The value of m for which the quadratic equation 3x² – 7x + m = 0 has real and equal roots, is ______.

7

`49/12`

`49/3`

4

If the zeroes of a polynomial p(x) are –3 and 8, then p(x) equals

x² + 5x – 4

(x + 3)(–x + 8)

a(x² + 5x – 24)

x² – 24

The value of p for which roots of the quadratic equation x² – px + 6 = 0 are rational, is ______.

1

–5

25

`sqrt(5)`

An arc of length 2.2 cm subtends an angle θ at the centre of the circle with radius 2.8 cm. The value of θ is ______.

50°

60°

45°

30°

Two dice are rolled together. The probability of getting an outcome (x, y) where x > y, is ______.

`5/12`

`5/6`

1

0

Assertion (A): H.C.F. (36 m², 18 m) = 18 m, where m is a prime number.

Reason (R): H.C.F. of two numbers is always less than or equal to the smaller number.

Both Assertion (A) and Reason (R) are true and Reason (R) is the correct explanation of the Assertion (A).

Both Assertion (A) and Reason (R) are true, but Reason (R) is not the correct explanation of the Assertion (A).

Assertion (A) is true, but Reason (R) is false.

Assertion (A) is false, but Reason (R) is true.

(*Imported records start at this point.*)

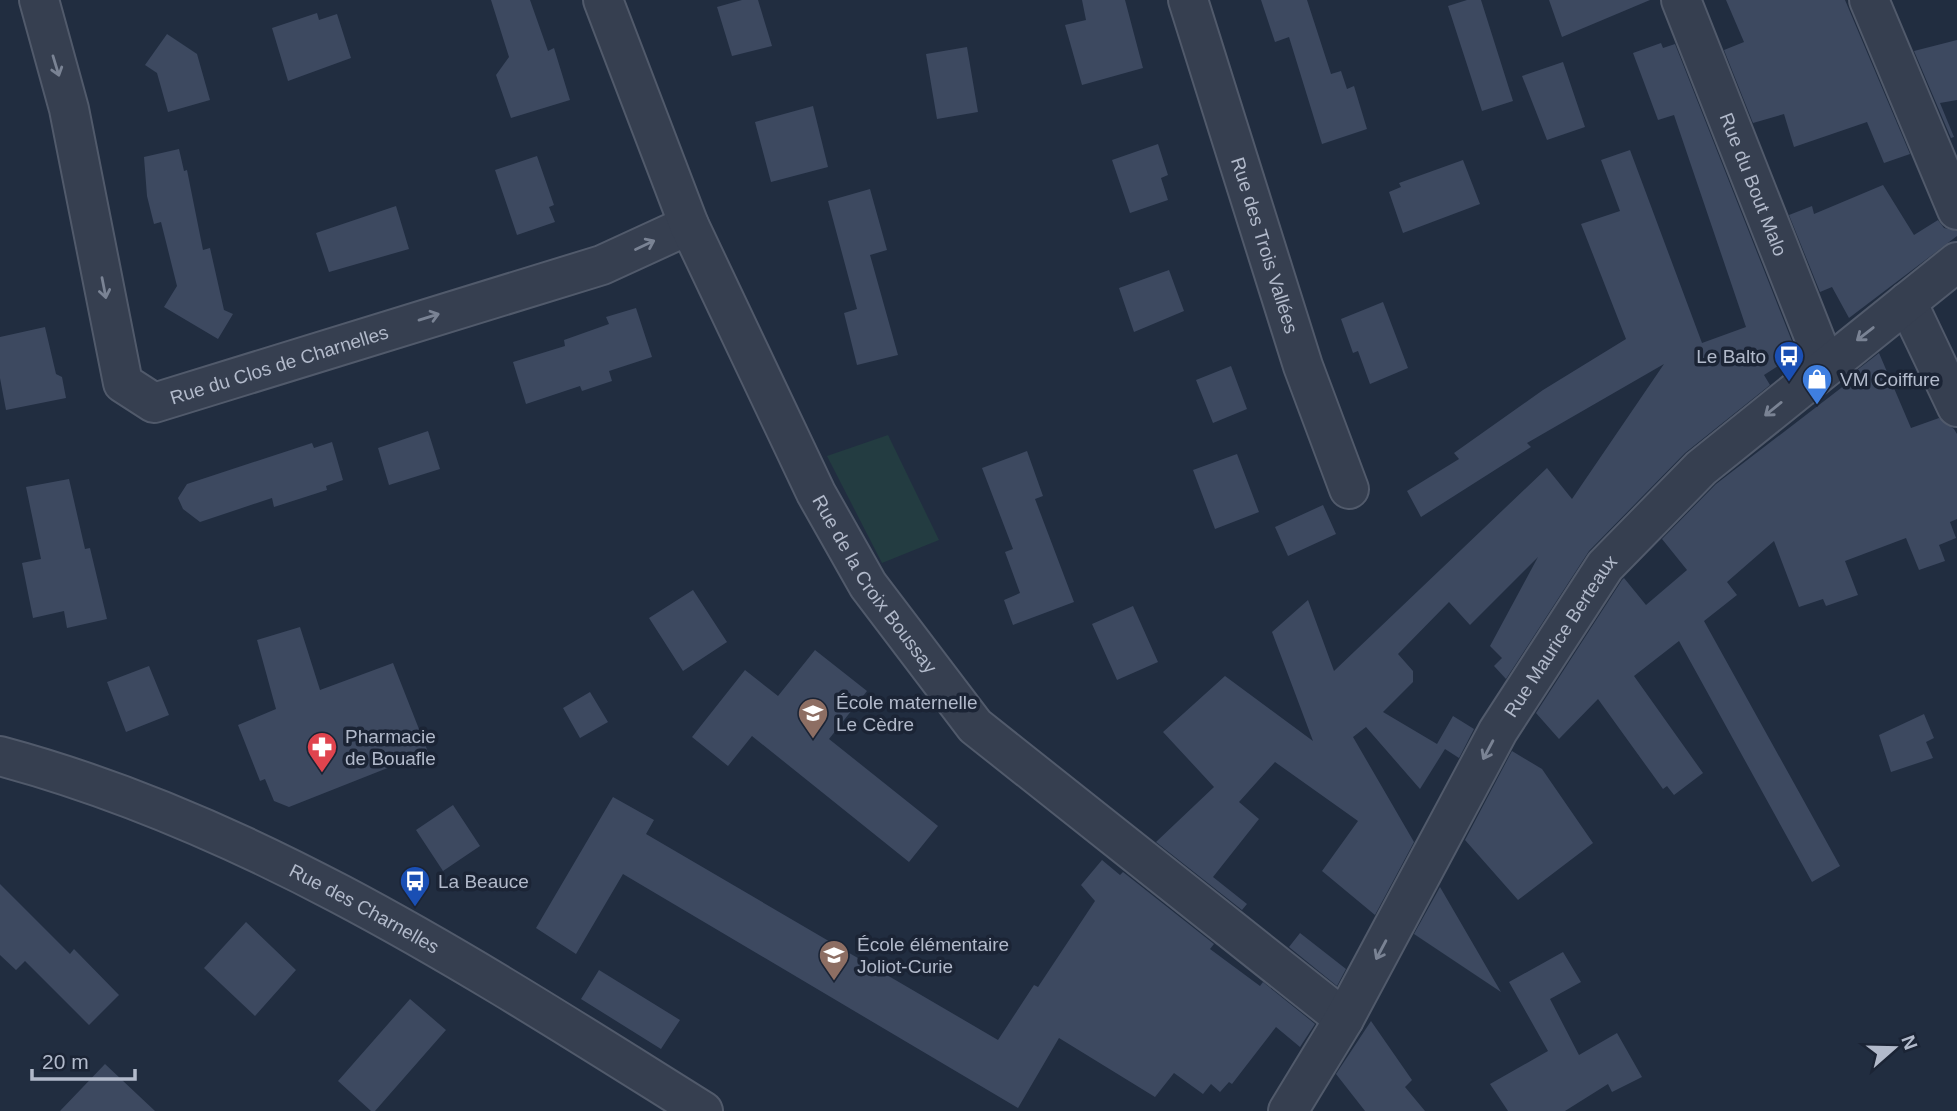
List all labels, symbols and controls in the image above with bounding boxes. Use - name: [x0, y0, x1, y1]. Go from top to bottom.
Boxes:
- one-way arrow: [51, 55, 64, 77]
- street label: Rue du Bout Malo: [1716, 109, 1791, 259]
- street label: Rue des Trois Vallées: [1228, 154, 1303, 336]
- one-way arrow: [634, 238, 655, 251]
- one-way arrow: [98, 276, 112, 299]
- one-way arrow: [418, 309, 440, 322]
- street label: Rue du Clos de Charnelles: [167, 321, 391, 408]
- one-way arrow: [1857, 327, 1875, 342]
- bus stop icon: Le Balto: [1772, 339, 1806, 383]
- place label: Le Balto: [1696, 346, 1766, 367]
- shop icon: VM Coiffure: [1800, 362, 1834, 406]
- place label: VM Coiffure: [1840, 369, 1940, 390]
- one-way arrow: [1765, 402, 1783, 417]
- street label: Rue de la Croix Boussay: [809, 491, 942, 677]
- street label: Rue Maurice Berteaux: [1500, 550, 1621, 721]
- place label: École maternelle Le Cèdre: [836, 692, 978, 735]
- school or university icon: École maternelle Le Cèdre: [796, 696, 830, 740]
- place label: Pharmacie de Bouafle: [345, 726, 436, 769]
- pharmacy icon: Pharmacie de Bouafle: [305, 730, 339, 774]
- one-way arrow: [1481, 739, 1495, 760]
- street label: Rue des Charnelles: [286, 859, 443, 957]
- bus stop icon: La Beauce: [398, 864, 432, 908]
- place label: La Beauce: [438, 871, 529, 892]
- place label: École élémentaire Joliot-Curie: [857, 934, 1009, 977]
- school or university icon: École élémentaire Joliot-Curie: [817, 938, 851, 982]
- one-way arrow: [1374, 940, 1388, 960]
- north arrow: [1859, 1013, 1929, 1083]
- text: N: [1897, 1032, 1922, 1052]
- scale bar: [32, 1038, 135, 1082]
- text: 20 m: [42, 1050, 89, 1073]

Assertion (A): The system of linear equations 3x – 5y + 7 = 0 and –6x + 10y + 14 = 0 is inconsistent.

Reason (R): When two linear equations don’t have unique solution, they always represent parallel lines.

Both Assertion (A) and Reason (R) are true and Reason (R) is the correct explanation of the Assertion (A).

Both Assertion (A) and Reason (R) are true, but Reason (R) is not the correct explanation of the Assertion (A).

Assertion (A) is true, but Reason (R) is false.

Assertion (A) is false, but Reason (R) is true.

In the given figure, point D divides the side BC of ΔABC in the ratio 1 : 2. Find the length AD.

Evaluate: `(sin^3 60^circ - tan 30^circ)/(cos^2 45^circ)`

For acute angles A and B and A + 2B and 2A + B are acute if `tan (A + 2B) = sqrt(3)` and `sin (2A + B) = 1/sqrt(2)`, then find the measures of angles A and B.

A bag contains 25 balls. Some of them are yellow and others are green. One ball is drawn at random. If probability of getting a green ball is `3/5`, then find the number of yellow balls.

In the given figure, AB || DE and AC || DF. Show that ΔABC ~ ΔDEF. If BC = 10 cm, EB = CF = 5 cm and AB = 7 cm, then find the length DE.

Prove that `14 - 2sqrt(3)` is an irrational number, given that `sqrt(3)` is irrational.

A circle centered at (2, 1) passes through the points A(5, 6) and B(–3, K). Find the value(s) of K. Hence find length of chord AB.

Prove that the point P dividing the line segment joining the points A(–1, 7) and B(4, –3) in the ratio 3 : 2, lies on the line x – 3y = –1. Also find length of PA and PB.

Use graphical method to solve the system of linear equations: x = –3 and 5x – 2y = –5.

In an A.P., 15^th term exceeds the 8^th term by 21. If sum of first 10 terms is 55, then form the A.Р.

The sum of first n terms of an A.P. is 2n² + 13n. Find its n^th term and hence 10^th term.

The dimensions of a window are 156 cm × 216 cm. Arjun wants to put grill on the window creating complete squares of maximum size. Determine the side length of the square and hence find the number of squares formed.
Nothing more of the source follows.